## MATERIAL SUPPLIED
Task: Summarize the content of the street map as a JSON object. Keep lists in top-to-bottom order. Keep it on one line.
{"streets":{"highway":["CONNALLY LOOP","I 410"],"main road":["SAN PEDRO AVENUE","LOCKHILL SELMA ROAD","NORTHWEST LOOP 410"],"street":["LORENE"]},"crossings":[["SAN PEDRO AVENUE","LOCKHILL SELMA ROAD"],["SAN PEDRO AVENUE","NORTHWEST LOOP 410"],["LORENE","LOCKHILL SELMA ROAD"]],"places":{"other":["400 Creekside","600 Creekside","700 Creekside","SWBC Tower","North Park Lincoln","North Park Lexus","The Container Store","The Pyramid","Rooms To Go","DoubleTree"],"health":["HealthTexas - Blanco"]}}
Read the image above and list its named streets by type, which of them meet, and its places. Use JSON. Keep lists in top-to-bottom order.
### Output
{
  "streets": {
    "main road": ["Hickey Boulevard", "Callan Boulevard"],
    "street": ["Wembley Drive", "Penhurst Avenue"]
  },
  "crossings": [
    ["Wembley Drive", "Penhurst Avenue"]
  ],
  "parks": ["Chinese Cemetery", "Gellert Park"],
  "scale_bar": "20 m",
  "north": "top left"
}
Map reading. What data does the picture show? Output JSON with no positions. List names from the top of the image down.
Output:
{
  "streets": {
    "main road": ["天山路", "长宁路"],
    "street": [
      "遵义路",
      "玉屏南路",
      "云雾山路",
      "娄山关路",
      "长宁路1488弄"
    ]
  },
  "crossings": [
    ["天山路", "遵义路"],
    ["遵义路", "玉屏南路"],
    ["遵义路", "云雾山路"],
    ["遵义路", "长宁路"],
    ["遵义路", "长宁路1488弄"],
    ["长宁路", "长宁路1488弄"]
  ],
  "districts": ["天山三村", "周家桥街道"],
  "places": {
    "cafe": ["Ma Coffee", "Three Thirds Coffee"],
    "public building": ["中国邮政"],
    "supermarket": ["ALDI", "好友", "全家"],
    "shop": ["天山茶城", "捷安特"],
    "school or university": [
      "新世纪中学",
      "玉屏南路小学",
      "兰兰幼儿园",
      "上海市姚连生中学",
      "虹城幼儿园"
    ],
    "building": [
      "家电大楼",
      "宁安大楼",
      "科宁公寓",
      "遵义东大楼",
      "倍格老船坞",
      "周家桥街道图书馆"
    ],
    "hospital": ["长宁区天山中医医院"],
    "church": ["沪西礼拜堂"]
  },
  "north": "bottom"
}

## EXERCISE GOAL
Among the lines above, some may include the string "image"; state how many, and nothing more.

## OUTPUT BELOW
2